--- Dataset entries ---
====

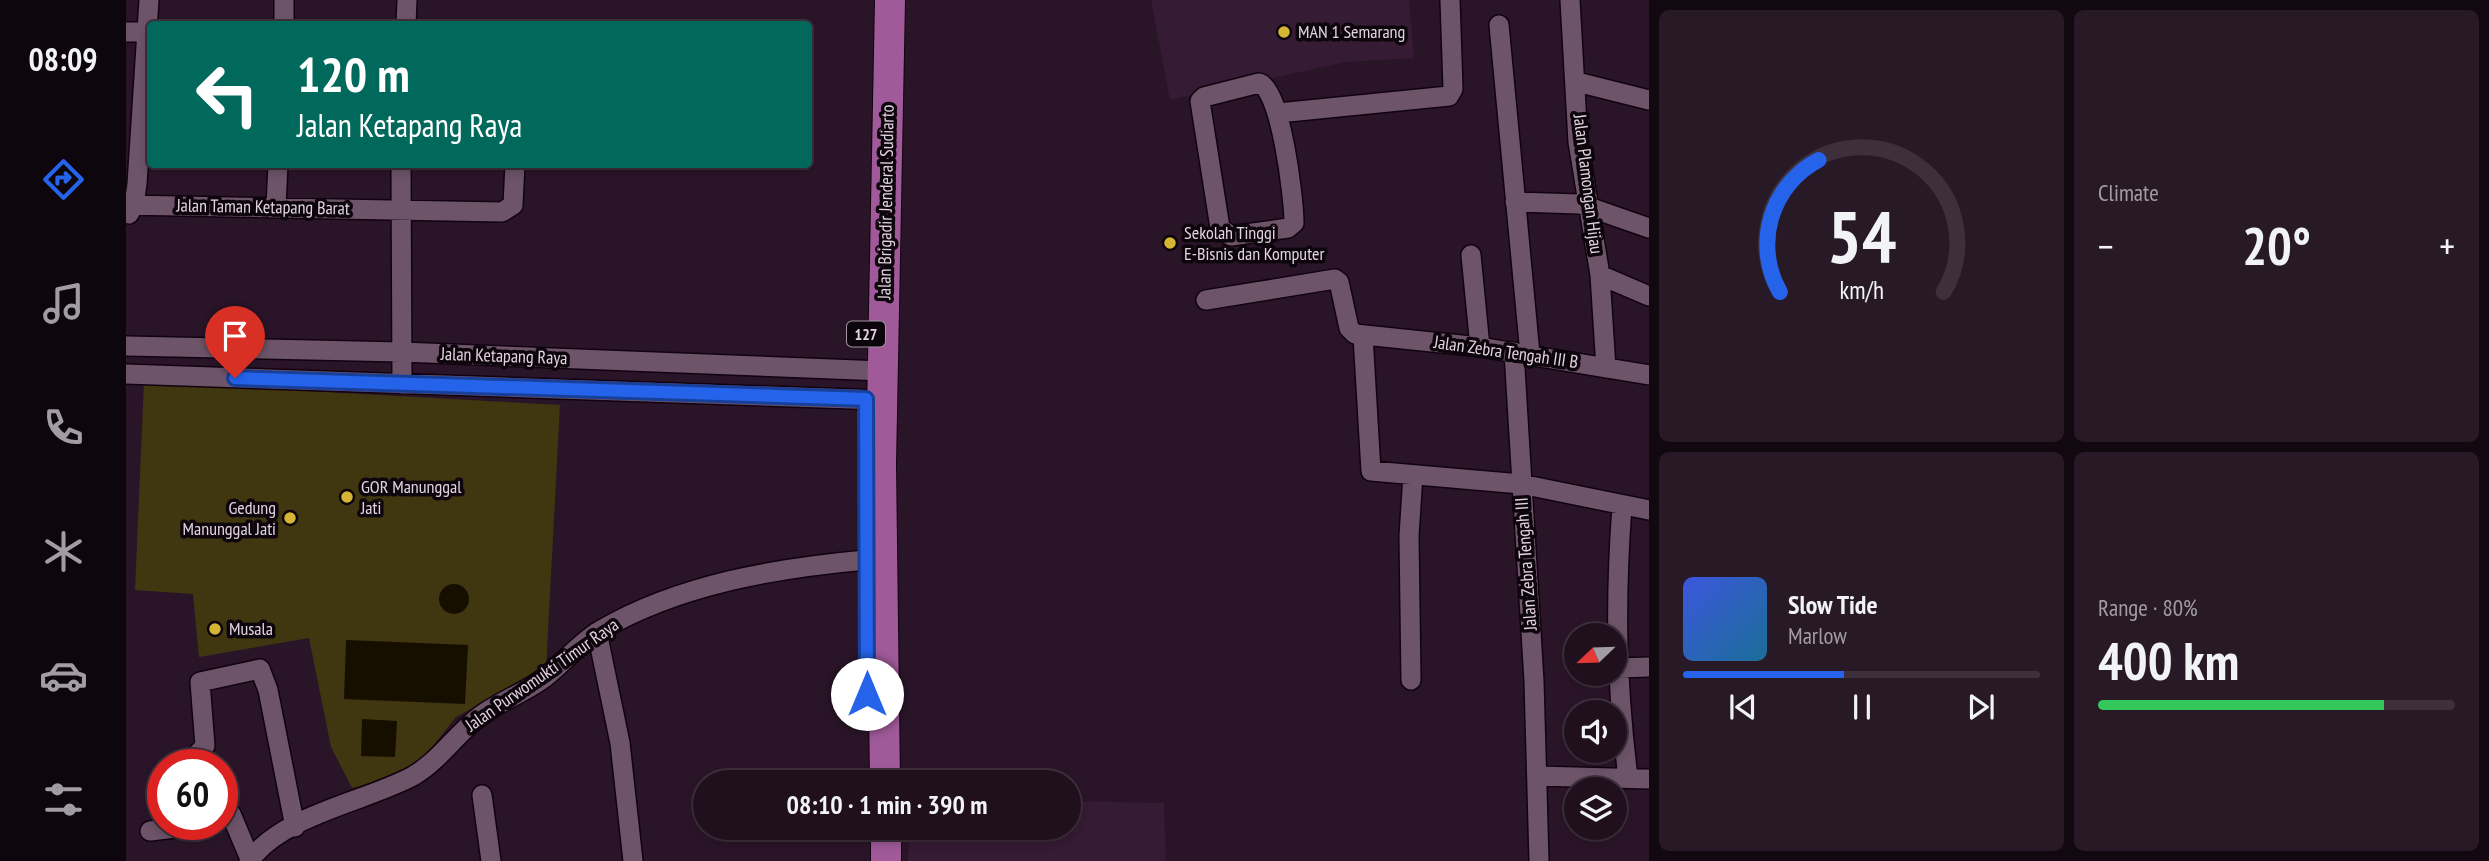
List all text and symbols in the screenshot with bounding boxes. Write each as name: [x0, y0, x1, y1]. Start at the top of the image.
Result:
place label: MAN 1 Semarang: [1298, 20, 1405, 43]
marker: MAN 1 Semarang: [1276, 24, 1292, 40]
text: 08:09: [28, 38, 98, 80]
text: 120 m: [297, 42, 410, 106]
icon: left: [182, 49, 273, 140]
text: Jalan Ketapang Raya: [297, 104, 522, 146]
street label: Jalan Brigadir Jenderal Sudiarto: [872, 104, 899, 301]
street label: Jalan Plamongan Hijau: [1568, 112, 1608, 255]
icon: directions: [39, 155, 88, 204]
text: Climate: [2098, 178, 2159, 207]
text: 54: [1827, 188, 1896, 282]
street label: Jalan Taman Ketapang Barat: [175, 193, 350, 220]
text: 20°: [2242, 212, 2311, 279]
place label: Sekolah Tinggi E-Bisnis dan Komputer: [1184, 221, 1324, 265]
text: −: [2098, 221, 2114, 270]
text: +: [2439, 221, 2455, 270]
marker: Sekolah Tinggi E-Bisnis dan Komputer: [1162, 235, 1178, 251]
text: km/h: [1839, 274, 1884, 306]
icon: music: [39, 279, 88, 328]
pin: [205, 306, 265, 378]
icon: arrive: [216, 317, 254, 355]
road number: 127: [847, 322, 885, 346]
street label: Jalan Zebra Tengah III B: [1431, 330, 1580, 373]
street label: Jalan Ketapang Raya: [439, 342, 568, 369]
icon: phone: [39, 403, 88, 452]
place label: GOR Manunggal Jati: [360, 475, 462, 519]
marker: GOR Manunggal Jati: [339, 489, 355, 505]
place label: Gedung Manunggal Jati: [183, 496, 276, 540]
street label: Jalan Zebra Tengah III: [1509, 497, 1542, 632]
marker: Gedung Manunggal Jati: [282, 510, 298, 526]
icon: climate: [39, 527, 88, 576]
text: Slow Tide: [1788, 588, 1878, 621]
text: Range · 80%: [2098, 593, 2198, 622]
street label: Jalan Purwomukti Timur Raya: [460, 613, 623, 737]
place label: Musala: [229, 617, 273, 640]
marker: Musala: [207, 621, 223, 637]
text: Marlow: [1788, 621, 1847, 650]
north arrow: [1564, 623, 1628, 686]
map controls: [1564, 623, 1627, 840]
text: 400 km: [2098, 627, 2239, 694]
icon: car: [39, 651, 88, 700]
position arrow: [830, 657, 904, 731]
icon: previous: [1724, 688, 1762, 726]
icon: pause: [1843, 688, 1881, 726]
icon: next: [1962, 688, 2000, 726]
button: sound: [1564, 700, 1627, 763]
speed limit sign: 60: [147, 749, 238, 840]
icon: filters: [39, 775, 88, 824]
button: layers: [1564, 777, 1627, 840]
text: 08:10 · 1 min · 390 m: [787, 788, 987, 821]

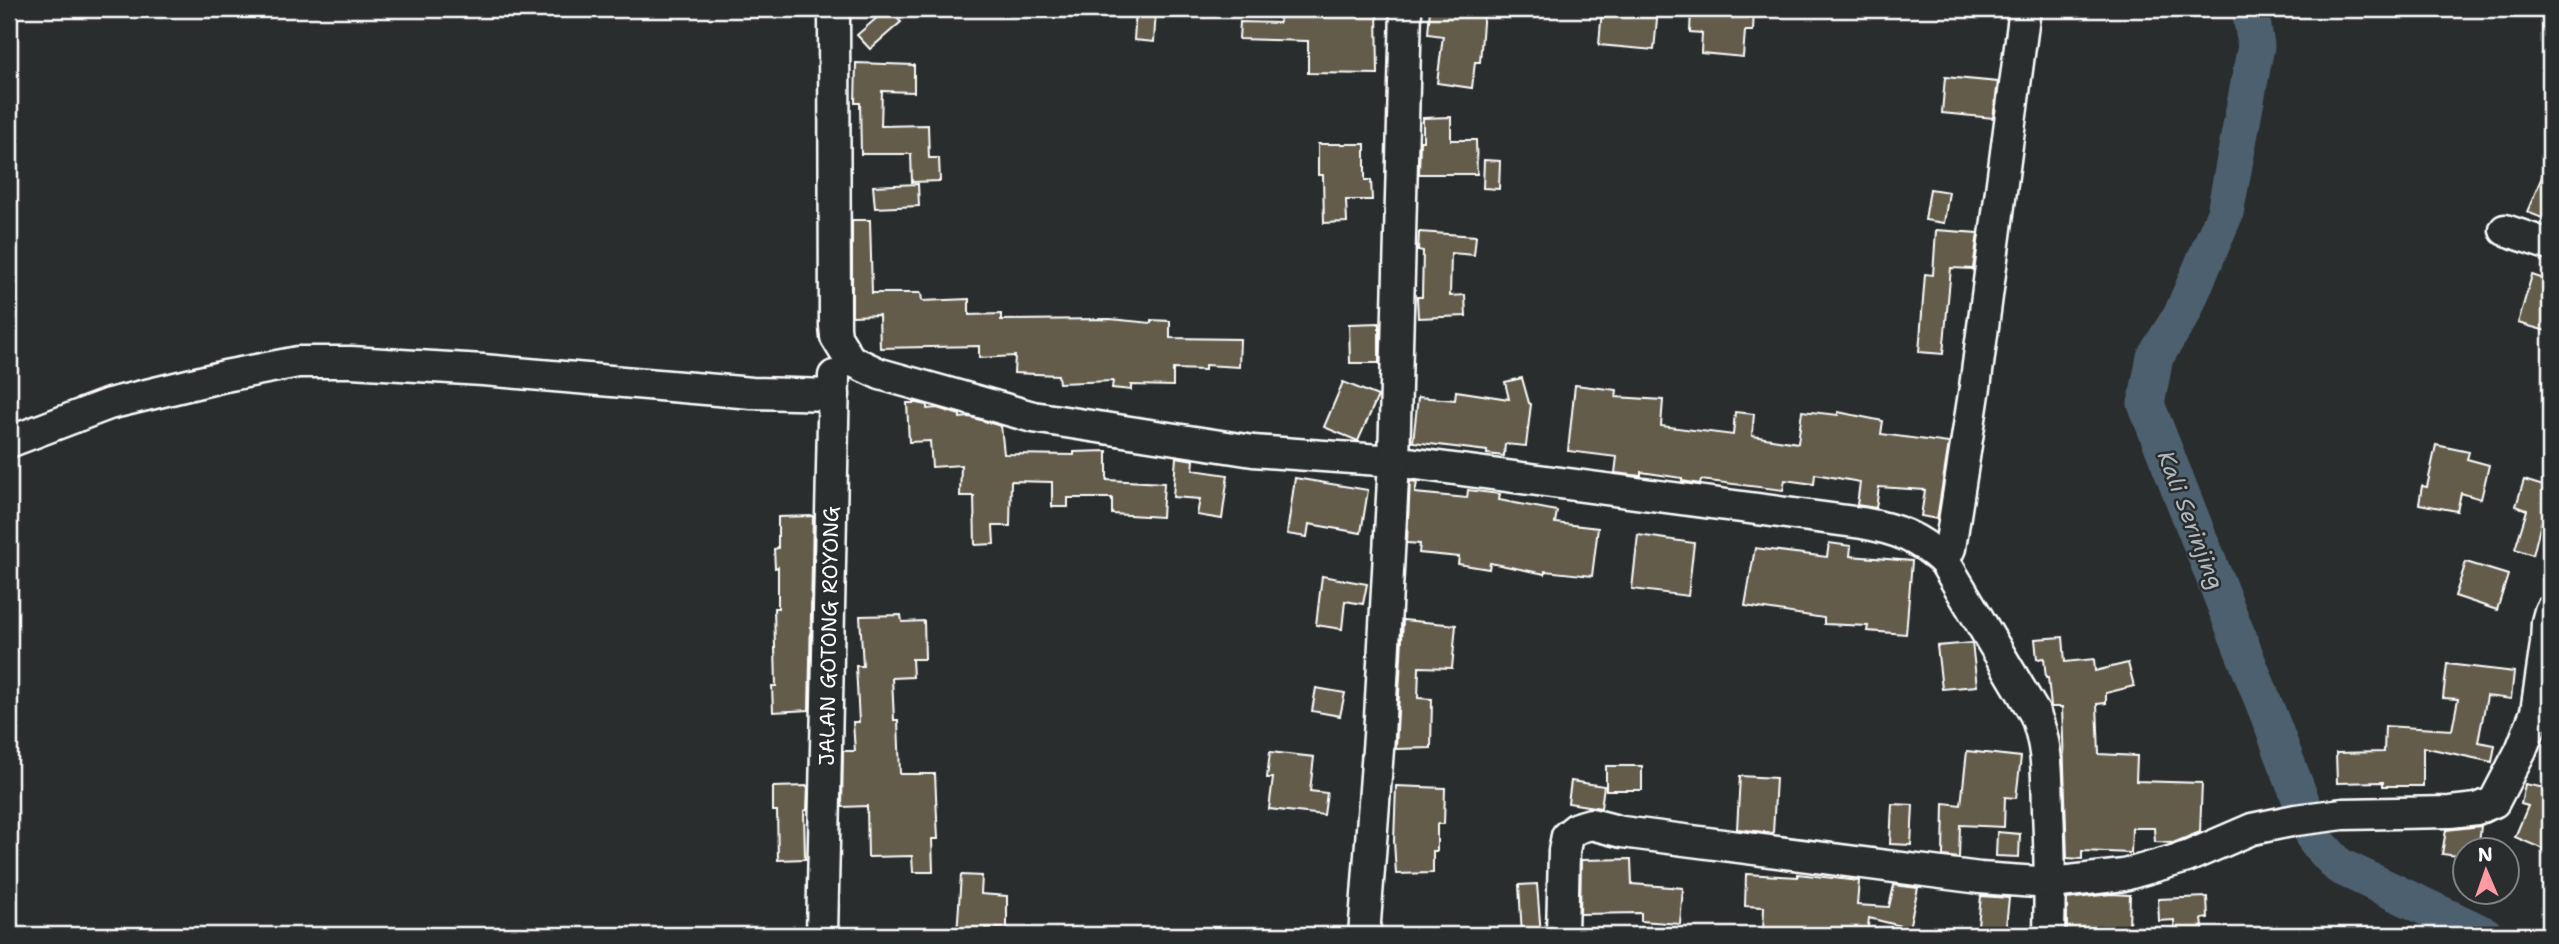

====

--- Your instructions ---
Check the data for the word "Ketapang" and pull out the lines that have it.

--- Output of the exercise ---
text: Jalan Ketapang Raya: [297, 104, 522, 146]
street label: Jalan Taman Ketapang Barat: [175, 193, 350, 220]
street label: Jalan Ketapang Raya: [439, 342, 568, 369]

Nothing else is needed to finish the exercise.